In the listing below, count the lines containing the string "guide" and state only the number.

::: Information supplied :::

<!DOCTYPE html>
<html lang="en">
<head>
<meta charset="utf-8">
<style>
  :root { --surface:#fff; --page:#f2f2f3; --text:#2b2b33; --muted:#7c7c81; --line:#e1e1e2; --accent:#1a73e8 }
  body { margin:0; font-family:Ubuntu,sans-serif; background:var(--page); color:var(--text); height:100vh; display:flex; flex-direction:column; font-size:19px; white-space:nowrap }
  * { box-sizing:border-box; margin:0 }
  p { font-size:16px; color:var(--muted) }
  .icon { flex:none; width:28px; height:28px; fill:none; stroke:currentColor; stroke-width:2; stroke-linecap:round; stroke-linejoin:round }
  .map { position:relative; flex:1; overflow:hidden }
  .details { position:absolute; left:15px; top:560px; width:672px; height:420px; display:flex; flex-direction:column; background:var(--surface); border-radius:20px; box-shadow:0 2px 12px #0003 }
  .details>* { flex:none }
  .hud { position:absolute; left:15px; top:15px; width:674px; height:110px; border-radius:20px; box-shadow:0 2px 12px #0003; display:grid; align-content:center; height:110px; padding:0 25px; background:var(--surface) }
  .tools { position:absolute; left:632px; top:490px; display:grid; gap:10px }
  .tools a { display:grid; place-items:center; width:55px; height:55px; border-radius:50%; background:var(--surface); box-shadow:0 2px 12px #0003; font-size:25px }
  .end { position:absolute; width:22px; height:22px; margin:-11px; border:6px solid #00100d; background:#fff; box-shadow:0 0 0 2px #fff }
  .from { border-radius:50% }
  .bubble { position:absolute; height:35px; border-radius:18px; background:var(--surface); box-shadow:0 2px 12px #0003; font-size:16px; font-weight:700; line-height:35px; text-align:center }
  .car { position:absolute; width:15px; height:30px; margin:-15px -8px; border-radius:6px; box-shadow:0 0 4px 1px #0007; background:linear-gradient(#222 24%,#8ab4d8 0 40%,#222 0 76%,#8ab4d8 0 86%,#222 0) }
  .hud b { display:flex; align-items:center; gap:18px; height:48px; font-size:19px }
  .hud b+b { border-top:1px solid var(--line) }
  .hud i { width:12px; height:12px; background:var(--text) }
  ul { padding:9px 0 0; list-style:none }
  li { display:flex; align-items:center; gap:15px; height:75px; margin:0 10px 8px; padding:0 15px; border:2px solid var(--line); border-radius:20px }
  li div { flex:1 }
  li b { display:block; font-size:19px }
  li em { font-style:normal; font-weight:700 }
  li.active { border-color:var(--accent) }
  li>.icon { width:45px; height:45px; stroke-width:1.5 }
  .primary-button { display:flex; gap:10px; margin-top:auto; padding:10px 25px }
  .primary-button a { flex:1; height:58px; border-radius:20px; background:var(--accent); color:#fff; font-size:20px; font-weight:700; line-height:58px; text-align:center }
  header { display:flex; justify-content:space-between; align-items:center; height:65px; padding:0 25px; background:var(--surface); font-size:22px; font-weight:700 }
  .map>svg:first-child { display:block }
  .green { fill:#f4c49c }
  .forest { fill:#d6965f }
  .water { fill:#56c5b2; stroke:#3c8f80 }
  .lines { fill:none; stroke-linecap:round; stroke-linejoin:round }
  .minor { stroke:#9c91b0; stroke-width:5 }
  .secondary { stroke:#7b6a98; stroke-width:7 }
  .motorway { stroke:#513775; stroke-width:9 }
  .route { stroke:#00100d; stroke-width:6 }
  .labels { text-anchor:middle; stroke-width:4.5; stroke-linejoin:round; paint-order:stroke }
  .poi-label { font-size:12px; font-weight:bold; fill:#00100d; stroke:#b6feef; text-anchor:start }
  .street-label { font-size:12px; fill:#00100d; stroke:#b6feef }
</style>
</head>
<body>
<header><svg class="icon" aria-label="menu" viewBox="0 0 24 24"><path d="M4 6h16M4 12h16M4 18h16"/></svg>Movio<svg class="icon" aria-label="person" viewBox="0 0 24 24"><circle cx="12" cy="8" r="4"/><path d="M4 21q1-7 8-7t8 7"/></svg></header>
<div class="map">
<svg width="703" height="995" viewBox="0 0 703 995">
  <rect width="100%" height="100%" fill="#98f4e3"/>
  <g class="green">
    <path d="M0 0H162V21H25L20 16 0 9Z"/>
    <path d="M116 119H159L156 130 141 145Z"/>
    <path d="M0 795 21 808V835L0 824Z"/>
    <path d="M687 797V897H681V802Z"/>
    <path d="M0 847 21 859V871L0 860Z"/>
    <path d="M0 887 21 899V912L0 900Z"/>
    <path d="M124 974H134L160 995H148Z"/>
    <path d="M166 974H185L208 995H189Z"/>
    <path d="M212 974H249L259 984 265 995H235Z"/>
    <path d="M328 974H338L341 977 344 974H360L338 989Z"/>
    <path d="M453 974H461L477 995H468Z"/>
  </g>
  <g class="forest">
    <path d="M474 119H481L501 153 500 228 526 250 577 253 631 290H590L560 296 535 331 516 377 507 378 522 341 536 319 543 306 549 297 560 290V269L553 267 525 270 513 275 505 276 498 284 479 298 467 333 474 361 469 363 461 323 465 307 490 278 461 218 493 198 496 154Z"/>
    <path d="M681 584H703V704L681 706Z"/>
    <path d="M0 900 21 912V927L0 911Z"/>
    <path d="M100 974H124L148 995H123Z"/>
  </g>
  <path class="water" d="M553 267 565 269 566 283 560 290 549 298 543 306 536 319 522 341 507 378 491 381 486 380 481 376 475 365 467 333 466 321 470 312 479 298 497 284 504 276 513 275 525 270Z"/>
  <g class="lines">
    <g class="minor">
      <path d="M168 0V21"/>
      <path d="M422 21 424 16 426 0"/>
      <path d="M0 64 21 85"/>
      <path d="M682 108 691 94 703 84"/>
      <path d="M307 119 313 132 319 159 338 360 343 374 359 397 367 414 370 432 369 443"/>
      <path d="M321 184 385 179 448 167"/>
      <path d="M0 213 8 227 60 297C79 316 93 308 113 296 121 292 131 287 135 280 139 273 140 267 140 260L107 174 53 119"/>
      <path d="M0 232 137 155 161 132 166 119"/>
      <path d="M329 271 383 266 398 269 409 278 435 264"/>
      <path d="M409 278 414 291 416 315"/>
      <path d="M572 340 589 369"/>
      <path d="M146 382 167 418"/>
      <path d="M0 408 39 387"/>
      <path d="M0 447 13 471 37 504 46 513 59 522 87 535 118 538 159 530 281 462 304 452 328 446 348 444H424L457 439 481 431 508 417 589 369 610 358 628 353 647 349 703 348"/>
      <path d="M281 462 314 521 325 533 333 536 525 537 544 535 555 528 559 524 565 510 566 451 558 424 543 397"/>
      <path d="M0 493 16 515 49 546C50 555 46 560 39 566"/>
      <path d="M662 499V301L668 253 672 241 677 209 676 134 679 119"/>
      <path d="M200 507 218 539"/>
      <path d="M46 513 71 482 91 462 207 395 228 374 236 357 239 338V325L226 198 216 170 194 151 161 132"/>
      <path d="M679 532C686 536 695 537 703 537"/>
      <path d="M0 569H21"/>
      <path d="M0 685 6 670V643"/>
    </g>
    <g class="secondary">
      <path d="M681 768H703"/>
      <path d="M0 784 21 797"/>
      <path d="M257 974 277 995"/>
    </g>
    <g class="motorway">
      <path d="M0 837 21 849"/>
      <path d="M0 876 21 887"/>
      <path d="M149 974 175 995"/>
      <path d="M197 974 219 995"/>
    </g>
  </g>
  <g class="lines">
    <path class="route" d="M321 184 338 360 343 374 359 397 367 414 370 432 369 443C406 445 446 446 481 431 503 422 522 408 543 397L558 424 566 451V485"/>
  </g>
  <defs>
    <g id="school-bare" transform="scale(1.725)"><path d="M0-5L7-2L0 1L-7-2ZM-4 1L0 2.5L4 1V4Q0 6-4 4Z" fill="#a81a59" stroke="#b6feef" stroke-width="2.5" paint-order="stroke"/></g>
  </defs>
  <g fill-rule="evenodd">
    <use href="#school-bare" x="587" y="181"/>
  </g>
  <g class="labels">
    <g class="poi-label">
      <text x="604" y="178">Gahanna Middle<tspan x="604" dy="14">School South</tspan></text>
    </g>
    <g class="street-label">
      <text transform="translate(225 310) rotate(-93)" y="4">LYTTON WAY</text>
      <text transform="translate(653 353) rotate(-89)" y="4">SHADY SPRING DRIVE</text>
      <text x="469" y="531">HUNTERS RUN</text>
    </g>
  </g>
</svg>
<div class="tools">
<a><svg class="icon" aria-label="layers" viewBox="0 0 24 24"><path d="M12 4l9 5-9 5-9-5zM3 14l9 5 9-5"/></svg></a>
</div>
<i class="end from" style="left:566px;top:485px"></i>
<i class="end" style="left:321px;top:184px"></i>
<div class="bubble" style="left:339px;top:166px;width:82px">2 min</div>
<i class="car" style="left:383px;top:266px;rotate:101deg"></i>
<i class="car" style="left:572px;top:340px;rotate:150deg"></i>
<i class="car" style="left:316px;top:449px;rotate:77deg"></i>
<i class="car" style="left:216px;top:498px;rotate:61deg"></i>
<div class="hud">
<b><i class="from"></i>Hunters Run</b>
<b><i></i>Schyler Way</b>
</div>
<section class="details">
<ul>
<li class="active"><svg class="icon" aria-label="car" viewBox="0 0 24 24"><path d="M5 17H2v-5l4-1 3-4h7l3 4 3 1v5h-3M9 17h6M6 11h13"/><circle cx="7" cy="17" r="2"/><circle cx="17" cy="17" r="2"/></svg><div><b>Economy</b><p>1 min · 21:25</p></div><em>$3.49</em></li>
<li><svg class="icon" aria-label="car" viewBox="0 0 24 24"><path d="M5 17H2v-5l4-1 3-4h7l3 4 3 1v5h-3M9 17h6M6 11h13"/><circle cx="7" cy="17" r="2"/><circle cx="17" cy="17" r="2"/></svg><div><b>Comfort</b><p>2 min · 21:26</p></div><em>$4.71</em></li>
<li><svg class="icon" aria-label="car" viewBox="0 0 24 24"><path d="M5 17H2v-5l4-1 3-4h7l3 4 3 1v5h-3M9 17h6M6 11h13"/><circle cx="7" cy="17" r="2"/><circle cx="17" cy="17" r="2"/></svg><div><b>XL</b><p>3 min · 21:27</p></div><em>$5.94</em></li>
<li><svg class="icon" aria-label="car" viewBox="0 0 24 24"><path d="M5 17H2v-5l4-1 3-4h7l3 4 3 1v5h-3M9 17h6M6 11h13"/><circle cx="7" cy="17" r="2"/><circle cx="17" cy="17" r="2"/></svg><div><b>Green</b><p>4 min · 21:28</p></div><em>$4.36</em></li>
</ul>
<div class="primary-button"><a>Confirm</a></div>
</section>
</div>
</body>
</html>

:::
::: Information supplied :::

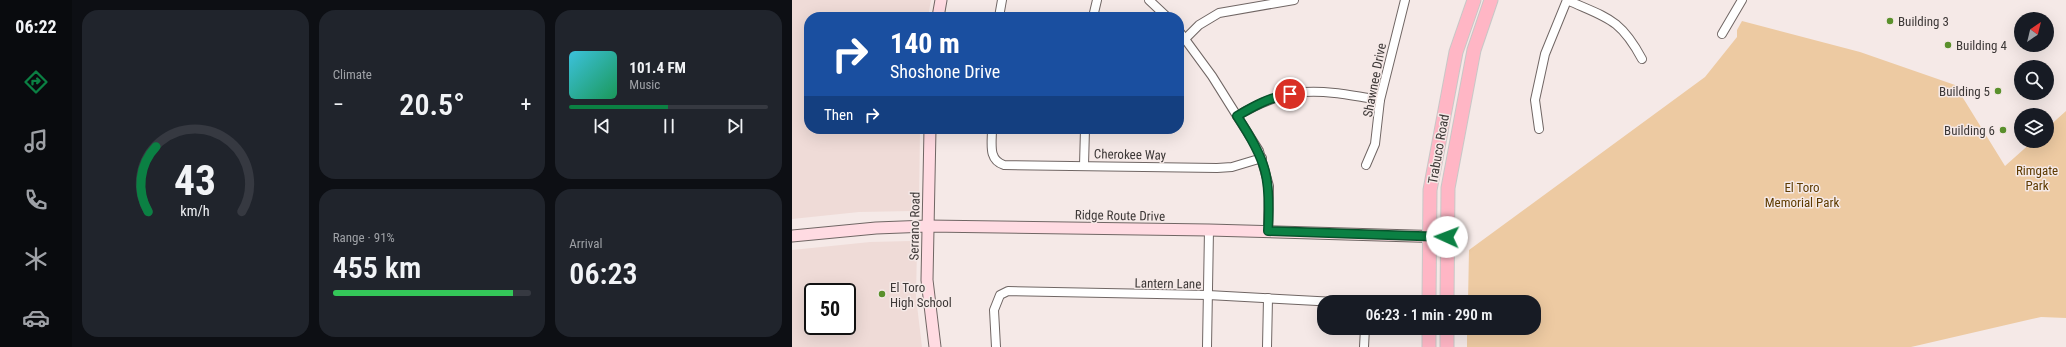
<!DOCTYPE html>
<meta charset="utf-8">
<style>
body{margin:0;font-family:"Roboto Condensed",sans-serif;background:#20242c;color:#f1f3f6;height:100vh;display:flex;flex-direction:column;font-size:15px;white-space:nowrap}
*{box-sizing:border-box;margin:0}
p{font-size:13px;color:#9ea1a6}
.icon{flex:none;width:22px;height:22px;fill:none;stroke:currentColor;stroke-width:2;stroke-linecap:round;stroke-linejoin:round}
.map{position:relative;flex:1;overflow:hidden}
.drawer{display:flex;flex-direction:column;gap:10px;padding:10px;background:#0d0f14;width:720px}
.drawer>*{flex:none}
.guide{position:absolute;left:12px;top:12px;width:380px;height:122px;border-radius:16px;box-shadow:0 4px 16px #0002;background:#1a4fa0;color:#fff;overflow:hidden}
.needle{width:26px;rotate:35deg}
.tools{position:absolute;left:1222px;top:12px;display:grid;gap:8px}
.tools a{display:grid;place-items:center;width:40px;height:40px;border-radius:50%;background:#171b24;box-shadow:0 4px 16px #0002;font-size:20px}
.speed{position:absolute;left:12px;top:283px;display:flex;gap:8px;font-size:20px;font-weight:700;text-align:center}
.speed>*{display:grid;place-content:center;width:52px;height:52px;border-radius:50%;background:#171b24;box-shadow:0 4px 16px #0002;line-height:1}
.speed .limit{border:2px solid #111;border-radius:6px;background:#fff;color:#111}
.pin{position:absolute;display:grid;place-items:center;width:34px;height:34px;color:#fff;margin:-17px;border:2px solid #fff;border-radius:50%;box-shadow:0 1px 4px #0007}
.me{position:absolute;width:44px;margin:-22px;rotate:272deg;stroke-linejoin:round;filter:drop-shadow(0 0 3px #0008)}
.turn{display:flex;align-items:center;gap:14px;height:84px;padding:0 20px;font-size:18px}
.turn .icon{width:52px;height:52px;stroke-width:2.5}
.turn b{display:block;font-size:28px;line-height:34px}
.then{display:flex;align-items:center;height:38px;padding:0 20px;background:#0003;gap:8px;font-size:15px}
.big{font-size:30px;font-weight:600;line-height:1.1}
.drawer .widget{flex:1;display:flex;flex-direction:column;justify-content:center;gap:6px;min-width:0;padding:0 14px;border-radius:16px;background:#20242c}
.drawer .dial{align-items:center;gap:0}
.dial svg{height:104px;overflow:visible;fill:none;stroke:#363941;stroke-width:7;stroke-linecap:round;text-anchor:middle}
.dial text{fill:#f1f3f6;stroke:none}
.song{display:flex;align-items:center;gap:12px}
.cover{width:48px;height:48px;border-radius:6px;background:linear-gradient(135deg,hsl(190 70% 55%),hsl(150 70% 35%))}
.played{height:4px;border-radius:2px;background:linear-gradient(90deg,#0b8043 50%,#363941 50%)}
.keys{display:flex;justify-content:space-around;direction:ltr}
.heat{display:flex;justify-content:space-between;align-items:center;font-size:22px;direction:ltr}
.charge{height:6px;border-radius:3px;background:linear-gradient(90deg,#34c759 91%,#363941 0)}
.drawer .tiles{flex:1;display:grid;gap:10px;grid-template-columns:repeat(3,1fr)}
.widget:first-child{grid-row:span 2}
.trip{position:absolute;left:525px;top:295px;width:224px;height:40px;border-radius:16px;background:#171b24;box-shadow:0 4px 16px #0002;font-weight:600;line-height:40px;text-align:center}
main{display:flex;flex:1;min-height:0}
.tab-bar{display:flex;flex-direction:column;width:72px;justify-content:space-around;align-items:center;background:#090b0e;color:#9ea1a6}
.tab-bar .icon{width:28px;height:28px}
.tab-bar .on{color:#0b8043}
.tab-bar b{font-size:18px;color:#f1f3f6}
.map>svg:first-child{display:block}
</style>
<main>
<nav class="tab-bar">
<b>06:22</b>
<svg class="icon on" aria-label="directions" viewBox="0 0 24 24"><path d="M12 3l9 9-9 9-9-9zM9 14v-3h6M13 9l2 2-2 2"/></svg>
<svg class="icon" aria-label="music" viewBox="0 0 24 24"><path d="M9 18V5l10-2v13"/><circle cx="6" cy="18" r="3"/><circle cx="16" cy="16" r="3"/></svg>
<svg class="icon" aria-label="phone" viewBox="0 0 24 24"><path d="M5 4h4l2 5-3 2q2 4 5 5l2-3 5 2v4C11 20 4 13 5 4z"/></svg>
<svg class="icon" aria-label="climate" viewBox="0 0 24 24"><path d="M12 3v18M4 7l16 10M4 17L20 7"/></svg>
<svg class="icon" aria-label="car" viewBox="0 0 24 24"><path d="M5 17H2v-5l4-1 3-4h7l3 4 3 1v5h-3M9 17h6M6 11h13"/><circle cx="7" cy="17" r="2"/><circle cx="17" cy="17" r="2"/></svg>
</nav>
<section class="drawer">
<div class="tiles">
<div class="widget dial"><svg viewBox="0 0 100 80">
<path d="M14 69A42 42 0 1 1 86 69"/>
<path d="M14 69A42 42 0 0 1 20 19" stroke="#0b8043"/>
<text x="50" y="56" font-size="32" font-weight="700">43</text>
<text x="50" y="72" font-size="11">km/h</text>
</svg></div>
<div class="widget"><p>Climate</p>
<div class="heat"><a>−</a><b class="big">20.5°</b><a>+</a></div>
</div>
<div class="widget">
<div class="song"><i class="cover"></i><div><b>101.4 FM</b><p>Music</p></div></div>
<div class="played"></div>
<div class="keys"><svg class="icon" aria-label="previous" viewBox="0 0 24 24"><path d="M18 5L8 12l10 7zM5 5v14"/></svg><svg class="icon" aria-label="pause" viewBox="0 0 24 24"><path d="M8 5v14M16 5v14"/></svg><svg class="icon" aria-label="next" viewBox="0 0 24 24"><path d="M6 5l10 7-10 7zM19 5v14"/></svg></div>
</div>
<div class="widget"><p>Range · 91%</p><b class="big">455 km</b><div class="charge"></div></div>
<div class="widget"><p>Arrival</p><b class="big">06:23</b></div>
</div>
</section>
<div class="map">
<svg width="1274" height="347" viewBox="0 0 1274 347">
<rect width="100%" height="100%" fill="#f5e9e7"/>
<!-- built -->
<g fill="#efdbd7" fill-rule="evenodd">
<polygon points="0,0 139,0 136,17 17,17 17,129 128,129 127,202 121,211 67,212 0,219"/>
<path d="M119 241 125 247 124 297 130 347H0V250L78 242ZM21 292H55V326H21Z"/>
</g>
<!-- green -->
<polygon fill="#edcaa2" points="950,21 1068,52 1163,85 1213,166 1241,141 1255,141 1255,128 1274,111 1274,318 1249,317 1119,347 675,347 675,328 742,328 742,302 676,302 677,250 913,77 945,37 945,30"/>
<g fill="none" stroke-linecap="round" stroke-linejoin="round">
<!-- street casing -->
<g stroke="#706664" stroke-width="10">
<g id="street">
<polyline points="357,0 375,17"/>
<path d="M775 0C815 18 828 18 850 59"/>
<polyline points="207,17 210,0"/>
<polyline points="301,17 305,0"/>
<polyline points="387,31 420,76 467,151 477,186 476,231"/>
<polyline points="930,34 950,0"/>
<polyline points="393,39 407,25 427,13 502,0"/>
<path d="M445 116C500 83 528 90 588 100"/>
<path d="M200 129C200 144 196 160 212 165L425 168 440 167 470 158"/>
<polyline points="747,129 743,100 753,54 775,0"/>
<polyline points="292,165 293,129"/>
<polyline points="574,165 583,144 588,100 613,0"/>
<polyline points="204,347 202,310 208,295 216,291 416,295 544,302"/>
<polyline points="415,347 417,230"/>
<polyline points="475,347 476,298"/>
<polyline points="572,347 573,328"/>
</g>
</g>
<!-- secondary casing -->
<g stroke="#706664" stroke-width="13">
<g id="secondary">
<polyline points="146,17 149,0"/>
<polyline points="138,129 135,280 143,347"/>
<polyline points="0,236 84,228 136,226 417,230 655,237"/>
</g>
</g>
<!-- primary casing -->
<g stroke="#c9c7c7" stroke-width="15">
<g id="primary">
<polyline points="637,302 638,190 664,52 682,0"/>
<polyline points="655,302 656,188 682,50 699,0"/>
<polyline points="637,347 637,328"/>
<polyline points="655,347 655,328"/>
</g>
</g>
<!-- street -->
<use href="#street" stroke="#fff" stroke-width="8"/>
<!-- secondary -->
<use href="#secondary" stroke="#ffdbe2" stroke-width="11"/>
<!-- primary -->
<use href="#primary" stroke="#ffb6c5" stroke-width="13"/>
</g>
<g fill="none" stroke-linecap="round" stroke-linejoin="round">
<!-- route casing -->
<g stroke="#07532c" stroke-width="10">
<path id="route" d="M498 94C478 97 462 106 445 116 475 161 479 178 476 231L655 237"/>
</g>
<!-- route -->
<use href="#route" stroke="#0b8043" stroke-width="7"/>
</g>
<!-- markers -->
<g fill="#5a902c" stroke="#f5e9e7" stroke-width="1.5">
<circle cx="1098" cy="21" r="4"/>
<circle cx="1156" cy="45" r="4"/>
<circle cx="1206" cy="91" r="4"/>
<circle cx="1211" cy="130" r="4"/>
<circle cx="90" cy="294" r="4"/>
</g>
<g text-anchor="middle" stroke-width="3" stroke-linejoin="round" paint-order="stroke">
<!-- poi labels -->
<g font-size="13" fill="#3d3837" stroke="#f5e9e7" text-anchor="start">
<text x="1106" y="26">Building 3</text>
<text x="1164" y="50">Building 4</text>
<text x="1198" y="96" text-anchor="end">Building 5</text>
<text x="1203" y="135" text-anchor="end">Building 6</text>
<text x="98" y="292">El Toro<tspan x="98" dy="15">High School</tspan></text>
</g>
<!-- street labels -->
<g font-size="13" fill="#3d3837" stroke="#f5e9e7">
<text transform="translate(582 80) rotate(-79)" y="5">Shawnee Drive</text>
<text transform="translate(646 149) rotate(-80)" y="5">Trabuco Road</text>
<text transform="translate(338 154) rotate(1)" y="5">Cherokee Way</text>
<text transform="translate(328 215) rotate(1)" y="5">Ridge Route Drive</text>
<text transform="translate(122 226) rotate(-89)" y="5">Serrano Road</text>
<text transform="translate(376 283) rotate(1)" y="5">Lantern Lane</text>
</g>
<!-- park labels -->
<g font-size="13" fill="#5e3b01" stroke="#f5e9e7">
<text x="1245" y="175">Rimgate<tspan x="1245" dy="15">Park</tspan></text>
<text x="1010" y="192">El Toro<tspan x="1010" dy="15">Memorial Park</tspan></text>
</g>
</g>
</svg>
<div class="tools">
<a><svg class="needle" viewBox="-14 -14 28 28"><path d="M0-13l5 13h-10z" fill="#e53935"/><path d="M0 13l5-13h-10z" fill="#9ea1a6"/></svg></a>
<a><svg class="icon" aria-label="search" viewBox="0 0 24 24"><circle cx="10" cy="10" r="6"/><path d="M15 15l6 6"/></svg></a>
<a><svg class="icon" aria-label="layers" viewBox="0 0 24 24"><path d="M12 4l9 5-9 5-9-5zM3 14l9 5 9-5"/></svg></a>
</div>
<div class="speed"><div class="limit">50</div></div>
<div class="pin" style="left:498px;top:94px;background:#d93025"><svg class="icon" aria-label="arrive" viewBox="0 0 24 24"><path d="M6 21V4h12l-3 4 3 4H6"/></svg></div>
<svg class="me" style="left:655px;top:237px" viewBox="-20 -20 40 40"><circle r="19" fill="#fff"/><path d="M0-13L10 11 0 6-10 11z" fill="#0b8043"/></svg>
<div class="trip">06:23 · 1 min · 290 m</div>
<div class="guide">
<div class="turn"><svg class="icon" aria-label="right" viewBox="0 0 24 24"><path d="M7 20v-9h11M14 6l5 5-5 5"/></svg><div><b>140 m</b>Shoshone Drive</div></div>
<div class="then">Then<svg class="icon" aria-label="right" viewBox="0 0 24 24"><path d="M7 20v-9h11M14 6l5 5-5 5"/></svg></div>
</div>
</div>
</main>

:::

Expected answer: 2